Hospital
© Albert Facelly pour «Libération»Emmanuelle, chef de clinique au CHU du Kremlin-Bicêtre, le 10 juin 2015.
Les conditions de travail ne cessent de se dégrader dans les établissements publics. Un mouvement social est prévu mardi.

C'est un vent lourd qui souffle sur l'hôpital. Et pour la première fois, on peut avoir le sentiment que l'on n'est pas loin d'une cassure. Ce mardi en tout cas, une journée de mobilisation avec grève aura lieu (à l'initiative de la Coordination nationale infirmière, rejointe par les fédérations FO, CGT et SUD des secteurs de la santé). Elle ne devrait certes pas bloquer les établissements, mais les autorités auraient tort de n'y voir qu'une classique poussée de fièvre, comme nous y a habitué le monde hospitalier depuis plus de quinze ans. De fait, le ton est grave, inquiétant même. «La dégradation des conditions de travail et d'études entraîne un mal-être et une souffrance profonde de la profession dans son ensemble, associée dans les établissements à une gestion des ressources humaines déplorable, sans aucun respect des soignant(e)s,explique la Coordination infirmière. Ces conditions ont, hélas, poussé au suicide certain(e)s de nos consœurs-confrères, et cela dans le mépris et l'indifférence générale du gouvernement tandis qu'en libéral, le ministère restait silencieux sur les agressions subies par les infirmières-infirmiers.»

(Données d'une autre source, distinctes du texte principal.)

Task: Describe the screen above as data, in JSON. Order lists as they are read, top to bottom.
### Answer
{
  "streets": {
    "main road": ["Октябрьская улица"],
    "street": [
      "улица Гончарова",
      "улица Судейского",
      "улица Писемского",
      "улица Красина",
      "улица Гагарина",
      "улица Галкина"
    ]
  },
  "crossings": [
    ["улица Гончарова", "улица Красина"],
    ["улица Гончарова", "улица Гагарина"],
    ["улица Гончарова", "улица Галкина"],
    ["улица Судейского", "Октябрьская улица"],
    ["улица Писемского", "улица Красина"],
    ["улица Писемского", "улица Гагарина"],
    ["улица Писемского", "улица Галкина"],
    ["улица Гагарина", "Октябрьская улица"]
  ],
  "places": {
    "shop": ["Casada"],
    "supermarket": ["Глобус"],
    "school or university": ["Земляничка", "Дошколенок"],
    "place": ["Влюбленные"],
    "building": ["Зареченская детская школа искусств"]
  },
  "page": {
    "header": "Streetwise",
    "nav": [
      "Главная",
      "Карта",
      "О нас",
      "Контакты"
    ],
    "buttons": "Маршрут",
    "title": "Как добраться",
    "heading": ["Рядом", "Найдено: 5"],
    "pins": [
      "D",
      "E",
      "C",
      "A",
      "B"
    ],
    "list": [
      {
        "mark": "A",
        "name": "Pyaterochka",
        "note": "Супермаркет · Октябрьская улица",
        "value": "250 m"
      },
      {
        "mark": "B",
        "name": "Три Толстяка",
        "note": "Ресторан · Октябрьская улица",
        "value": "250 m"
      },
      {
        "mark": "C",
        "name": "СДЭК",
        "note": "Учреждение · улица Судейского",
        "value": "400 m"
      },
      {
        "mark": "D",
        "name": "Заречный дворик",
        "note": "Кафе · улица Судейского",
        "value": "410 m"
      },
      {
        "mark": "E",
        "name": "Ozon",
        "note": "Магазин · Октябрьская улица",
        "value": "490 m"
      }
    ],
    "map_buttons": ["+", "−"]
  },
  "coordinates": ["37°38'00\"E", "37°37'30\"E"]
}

L'été dernier, cinq d'entre eux s'étaient suicidés, certains sur leur lieu de travail, d'autres à leur domicile, tous évoquant des tensions dans l'exercice de leur métier (Libération du 14 septembre). «Bien sûr, les suicides ont des causes multiples, mais on ne peut nier qu'il se passe quelque chose de nouveau», nous disait alors un ancien directeur d'hôpital.

Tarification à l'activité

Depuis le début des années 2000, les quelque 1 000 établissements de santé en France connaissent un changement continu. Il y a eu la mise en place délicate des 35 heures, puis la rigueur budgétaire s'est peu à peu installée. Et enfin, l'installation de la T2A (la tarification à l'activité, axe majeur du plan «hôpital 2007») qui, au-delà de son aspect comptable, a changé profondément la vie des hôpitaux, mais aussi les priorités de santé, et parfois même le sens du travail. La T2A trace une limite entre des activités de soin rentables, qui rapportent à l'hôpital, et celles qui le sont moins. «Le gros changement, enfin, ce fut le niveau [particulièrement bas pour 2016] de l'objectif national des dépenses d'assurance maladie [Ondam]», détaille l'ancien député PS Olivier Véran, neurologue et auteur d'un rapport sur la tarification à l'activité. Aujourd'hui, la progression des dépenses de l'hôpital est fixée par l'Etat et ce taux est volontairement bas pour réduire les coûts. «Se créent des situations très difficiles à vivre, avec le sentiment que, quoi que fassent les personnels de santé, cela ne sera jamais suffisant», remarque Olivier Veran. Et pour cet homme proche aujourd'hui d'Emmanuel Macron, «l'autre élément de tension, c'est le poids des tâches administratives». «C'est vraiment pénible, poursuit le professeur André Grimaldi, figure emblématique de la défense de l'hôpital public. Un jour, un établissement va être en équilibre, un autre jour, c'est le déficit. Le tout dépendant des variations de la T2A, qui va privilégier telle activité plutôt que telle autre. Les acteurs n'ont jamais le sentiment que cela marche.»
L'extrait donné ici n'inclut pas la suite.